Identity Visibility and Intelligence consolidates identity data to reveal the identities, accounts, privileges, relationships, risk, and activity across systems. It helps teams understand how human and non-human identities gain, hold, and use access across enterprise environments.

IVIP correlates identity data from across the organization, including information on users, groups, accounts, entitlements, privileges, cloud identities, SaaS identities, service accounts, workload identities, API tokens, secrets, AI agents, etc.

It pulls this data from siloed sources such as identity infrastructure, DevOps tooling, cloud infrastructure, SaaS tools, PAM and CIEM solutions, and more.

IAM manages identity access (“who has access”), while IVIP helps security teams understand identity context around that access, including relationships, privileges, risk signals, and activity across IAM and adjacent systems (“what can an identity do with its access”). IVIP enhances, rather than replaces, IAM.

No; IVIP supports PAM, IGA, CIEM, ISPM, and ITDR by providing them with a rich, identity intelligence and visibility layer. It does not replace existing controls. Rather, it helps teams correlate identity data and clarify risk across adjacent identity security disciplines, so that they may better harden identity posture and remediate threats.
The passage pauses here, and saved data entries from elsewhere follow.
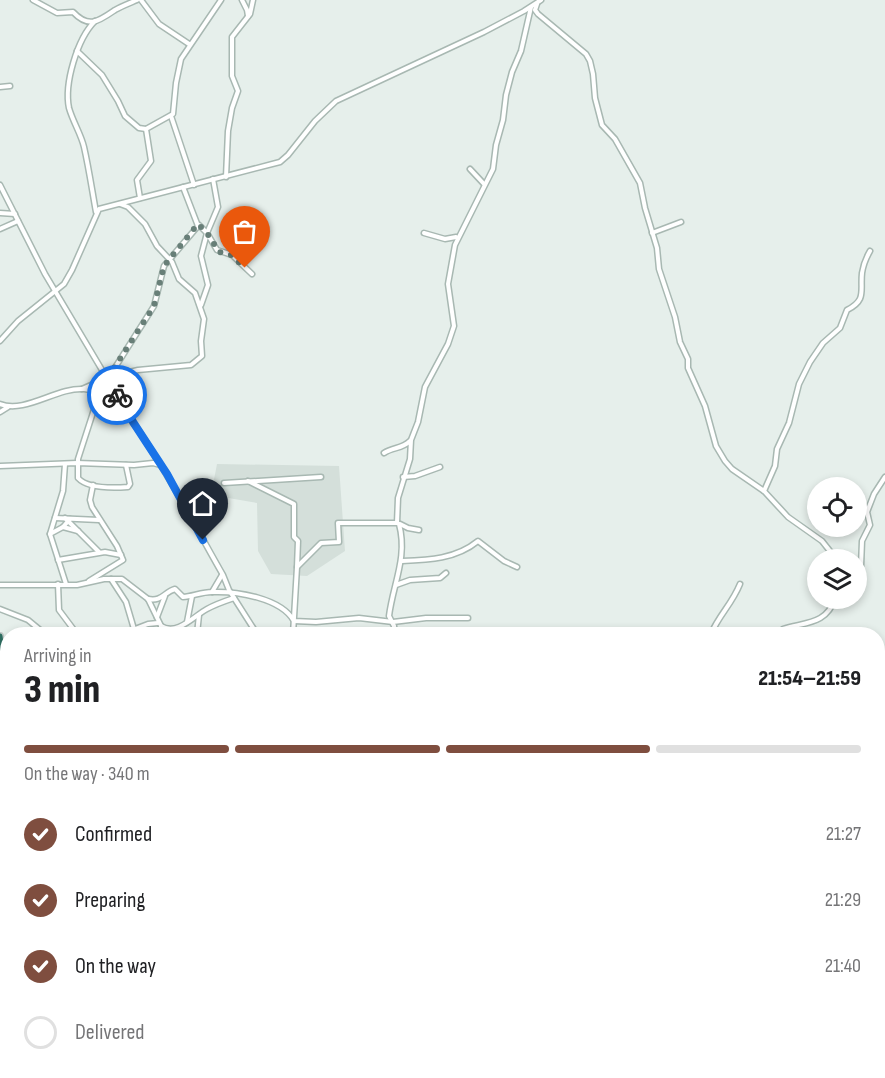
<!DOCTYPE html>
<html lang="en">
<head>
<meta charset="utf-8">
<style>
  :root { --surface:#fff; --page:#f6f6f6; --text:#202124; --muted:#757577; --line:#e0e0e0; --accent:#7f4e3f }
  body { margin:0; font-family:"Sofia Sans Condensed",sans-serif; background:var(--page); color:var(--text); height:100vh; display:flex; flex-direction:column; font-size:22px; white-space:nowrap }
  * { box-sizing:border-box; margin:0 }
  p { font-size:20px; color:var(--muted) }
  .icon { flex:none; width:33px; height:33px; fill:none; stroke:currentColor; stroke-width:2; stroke-linecap:round; stroke-linejoin:round }
  .map { position:relative; flex:1; overflow:hidden }
  .side { position:absolute; left:0px; top:627px; width:885px; height:452px; display:flex; flex-direction:column; background:var(--surface); border-radius:24px 24px 0 0; box-shadow:0 3px 9px #0003 }
  .side>* { flex:none }
  .fabs { position:absolute; left:807px; top:477px; display:grid; gap:12px }
  .fabs a { display:grid; place-items:center; width:60px; height:60px; border-radius:50%; background:var(--surface); box-shadow:0 3px 9px #0003; font-size:30px }
  .pin { position:absolute; display:grid; place-items:center; width:51px; height:51px; color:#fff; margin:-62px -26px; border-radius:50% 50% 50% 0; rotate:-45deg; box-shadow:0 0 6px #0007 }
  .pin .icon { rotate:45deg }
  .courier { position:absolute; display:grid; place-items:center; width:60px; height:60px; margin:-30px; border:4px solid #1a73e8; border-radius:50%; background:#fff; color:#222; box-shadow:0 2px 8px #0007 }
  .head em { font-style:normal; font-weight:800 }
  .head div { display:flex; flex-direction:column-reverse }
  .head { display:flex; align-items:center; justify-content:space-between; height:102px; padding:0 24px }
  h1 { font-size:39px; font-weight:800; line-height:45px }
  .bar { display:grid; grid-template-columns:repeat(4,1fr); gap:9px 6px; align-content:center; height:72px; padding:0 24px }
  .bar i { height:8px; border-radius:4px; background:var(--line) }
  .bar .selected { background:var(--accent) }
  .bar p { grid-column:span 4 }
  ol { padding:0 24px; list-style:none }
  li { display:flex; align-items:center; gap:18px; height:66px }
  li p { margin-inline-start:auto }
  li .icon { padding:6px; border-radius:50%; background:var(--accent); color:#fff; stroke-width:4 }
  li:last-child { color:var(--muted) }
  li i { width:33px; height:33px; border:3px solid var(--line); border-radius:50% }
  .map>svg:first-child { display:block }
  .built { fill:#d4dfda }
  .lines { fill:none; stroke-linecap:round; stroke-linejoin:round }
  .minor-casing { stroke:#a8b8b2; stroke-width:7 }
  .highway-casing { stroke:#c2cac8; stroke-width:8 }
  .minor { stroke:#fff; stroke-width:4 }
  .highway { stroke:#2f6f62; stroke-width:5 }
  .done { stroke:#687f78; stroke-width:6; stroke-dasharray:0 10.8 }
  .route { stroke:#1a73e8; stroke-width:8 }
</style>
</head>
<body>
<div class="map">
<svg width="885" height="1078" viewBox="0 0 885 1078">
  <rect width="100%" height="100%" fill="#e6efeb"/>
  <path class="built" d="M217,464L339,466L345,551L307,576L271,574L258,551L257,503L211,495Z"/>
  <g class="lines">
    <defs>
      <g id="minor">
        <path d="M33,0L57,13L73,12C89,29 99,21 115,10C122,6 130,3 137,0"/>
        <path d="M141,0L159,24L189,44"/>
        <path d="M242,0L247,10L248,16"/>
        <path d="M537,4L535,10L538,14L586,54L590,61L593,74L595,98L602,125L615,139L640,183L645,208L657,248L659,269L675,317L680,342L688,359V368L705,406L716,446L725,461L732,469L764,491L788,517L822,541L837,560"/>
        <path d="M95,21C77,39 64,84 69,108C73,122 81,134 84,147C89,169 92,190 96,212"/>
        <path d="M77,51L102,75L118,101L125,116L139,128L146,129"/>
        <path d="M0,87L10,86"/>
        <path d="M171,116L194,185"/>
        <path d="M470,169L484,184"/>
        <path d="M226,177L228,131L232,108L238,91L232,76V37L250,14L253,0"/>
        <path d="M0,185L45,274L118,397L125,404L132,419"/>
        <path d="M140,198L137,180L151,161L146,129L173,114L176,83L181,59L221,0"/>
        <path d="M0,213L15,214"/>
        <path d="M199,225L207,233L217,250L232,255L252,274"/>
        <path d="M0,229L18,221"/>
        <path d="M424,233L445,239L456,237"/>
        <path d="M652,233L681,222"/>
        <path d="M201,305L208,285L201,256L207,233L218,207L213,179"/>
        <path d="M0,341L18,321L64,284L72,270L99,209L280,162L288,155L315,121L336,101L484,32L524,11L541,0"/>
        <path d="M109,377L138,370L191,365L202,356L201,341L204,319L195,293L179,279L172,262L157,246L145,224L128,207L120,204"/>
        <path d="M82,389L109,377L154,306L164,266L198,226L183,187"/>
        <path d="M99,394L78,459V478C88,489 114,488 128,487L130,484L126,465"/>
        <path d="M0,404C25,414 57,387 84,389C93,390 106,396 113,402C131,416 143,437 155,456C179,494 200,535 223,575L229,590L257,634"/>
        <path d="M0,412L8,407"/>
        <path d="M384,453C393,447 402,449 410,441"/>
        <path d="M65,464L63,491L50,534L66,584"/>
        <path d="M0,466L77,463L134,465L153,463L160,465"/>
        <path d="M403,477L415,476L440,467"/>
        <path d="M248,481L294,504V537L298,541L297,567"/>
        <path d="M224,483L321,477"/>
        <path d="M764,491L775,466L777,449L789,423L799,384L810,362L823,343L840,328L847,310C867,300 860,291 862,273C863,266 866,258 870,251"/>
        <path d="M55,518L99,520"/>
        <path d="M65,518L99,552"/>
        <path d="M397,523L398,498L410,459L411,440L418,422L425,387L448,344L454,326L448,284L455,245L493,169L496,145L503,120L506,95L512,72L521,51L531,7"/>
        <path d="M400,524L408,528L419,530"/>
        <path d="M63,527L78,531"/>
        <path d="M50,534L63,527L70,519"/>
        <path d="M58,560L105,552L121,555"/>
        <path d="M402,561C429,560 456,559 478,541L504,561L517,567"/>
        <path d="M856,566H861L862,541L870,525L867,512L874,494L885,477"/>
        <path d="M111,579L126,602L134,629"/>
        <path d="M89,581L123,560L117,546L92,507L90,500L93,485"/>
        <path d="M58,584L59,610L77,634"/>
        <path d="M0,585H77L104,579H122L148,599L165,634"/>
        <path d="M396,585L410,580L440,578L446,573"/>
        <path d="M212,592L222,575"/>
        <path d="M148,599C162,602 164,592 175,589L183,597C193,596 202,592 212,592C237,591 281,598 294,621L316,622L359,618L393,622L426,618H468"/>
        <path d="M0,609L28,620L45,634"/>
        <path d="M157,617L165,596"/>
        <path d="M187,622L192,596"/>
        <path d="M161,626C177,636 194,616 207,609C216,604 225,601 234,598"/>
        <path d="M122,634L148,624L158,623"/>
        <path d="M197,634L199,615"/>
        <path d="M293,634L297,567L321,543L339,542L338,523H397L399,524C408,557 393,584 389,616L394,626L395,634"/>
        <path d="M711,634C719,615 732,604 740,584"/>
        <path d="M780,634L783,629C804,622 827,625 835,598"/>
        <path d="M878,673L885,674"/>
        <path d="M0,717L8,715"/>
        <path d="M0,764L8,763"/>
        <path d="M0,811L8,818"/>
        <path d="M878,865L885,866"/>
        <path d="M3,931L7,959L3,974L8,985"/>
        <path d="M878,999H885"/>
        <path d="M0,1017L8,1020"/>
        <path d="M878,1054L885,1045"/>
        <path d="M0,1064L8,1061"/>
        <path d="M103,1071L104,1078"/>
        <path d="M104,1071L124,1074L132,1071"/>
        <path d="M213,1071V1078"/>
        <path d="M512,1071L515,1078"/>
        <path d="M840,1071L842,1078"/>
        <path d="M536,1076L537,1071"/>
        <path d="M9,1078L11,1071"/>
        <path d="M58,1078L60,1071"/>
        <path d="M529,1078L531,1071"/>
        <path d="M565,1078L567,1073"/>
        <path d="M603,1078L604,1071"/>
        <path d="M697,1078L699,1071"/>
        <path d="M854,1078L862,1071"/>
      </g>
      <g id="highway">
        <path d="M0,636L8,692"/>
        <path d="M155,1071L160,1078"/>
      </g>
    </defs>
    <use href="#minor" class="minor-casing"/>
    <use href="#highway" class="highway-casing"/>
    <use href="#minor" class="minor"/>
    <use href="#highway" class="highway"/>
  </g>
  <g class="lines">
    <path class="done" d="M117,395L107,379L154,306L164,266L198,224L207,233L219,252L231,255L245,268"/>
    <path class="route" d="M117,395L125,404L133,422L167,474L203,540"/>
  </g>
</svg>
<div class="fabs">
<a><svg class="icon" aria-label="locate" viewBox="0 0 24 24"><circle cx="12" cy="12" r="6"/><path d="M12 2v4M12 18v4M2 12h4M18 12h4"/></svg></a>
<a><svg class="icon" aria-label="layers" viewBox="0 0 24 24"><path d="M12 4l9 5-9 5-9-5zM3 14l9 5 9-5"/></svg></a>
</div>
<div class="pin" style="left:245px;top:268px;background:#ea580c"><svg class="icon" aria-label="bag" viewBox="0 0 24 24"><path d="M5 8h14l-1 12H6zM9 8a3 3 0 0 1 6 0"/></svg></div>
<div class="pin" style="left:203px;top:540px;background:#1f2937"><svg class="icon" aria-label="home" viewBox="0 0 24 24"><path d="M3 11l9-7 9 7M6 9v11h12V9"/></svg></div>
<div class="courier" style="left:117px;top:395px"><svg class="icon" aria-label="bike" viewBox="0 0 24 24"><circle cx="6" cy="16" r="4"/><circle cx="18" cy="16" r="4"/><path d="M6 16l4-8h5l3 8M10 8l3 8H6M13 5h3"/></svg></div>
<section class="side">
<div class="head"><div><h1>3 min</h1><p>Arriving in</p></div><em>21:54–21:59</em></div>
<div class="bar"><i class="selected"></i><i class="selected"></i><i class="selected"></i><i></i><p>On the way · 340 m</p></div>
<ol>
<li><svg class="icon" aria-label="check" viewBox="0 0 24 24"><path d="M5 12l5 5 9-10"/></svg>Confirmed<p>21:27</p></li>
<li><svg class="icon" aria-label="check" viewBox="0 0 24 24"><path d="M5 12l5 5 9-10"/></svg>Preparing<p>21:29</p></li>
<li><svg class="icon" aria-label="check" viewBox="0 0 24 24"><path d="M5 12l5 5 9-10"/></svg>On the way<p>21:40</p></li>
<li><i></i>Delivered</li>
</ol>
</section>
</div>
</body>
</html>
Machine identities and service accounts can hold access that crosses domains, leading to visibility gaps. IVIP matters because it helps teams identify these identities, correlate their privileges, and spot risks such as excessive / standing access, orphaned machine / service accounts without clear owners, and hidden escalation paths.

IVIP helps with AI agents by treating them as identities whose access, activity, and relationships need visibility. It uses identity data from across the organization to understand which effective privileges an AI agent has. This is an important part of securing AI agents because they’re often given broad, standing access by default to ensure they work properly, and often exist as shadow IT outside the purview of other identity security tools. By clearly flagging each agent’s effective privileges, including privileged paths that cross between domains, IVIP can help organizations proactively find and protect identity-based risk that stems from agentic AI.

IVIP can provide visibility and insights into risks such as excessive privileges, toxic access combinations, hidden or indirect privilege paths (including those that cross domains), unused or orphaned accounts, standing privileges, and exposed privileged credentials. These risks can increase the likelihood of lateral movement or privilege escalation.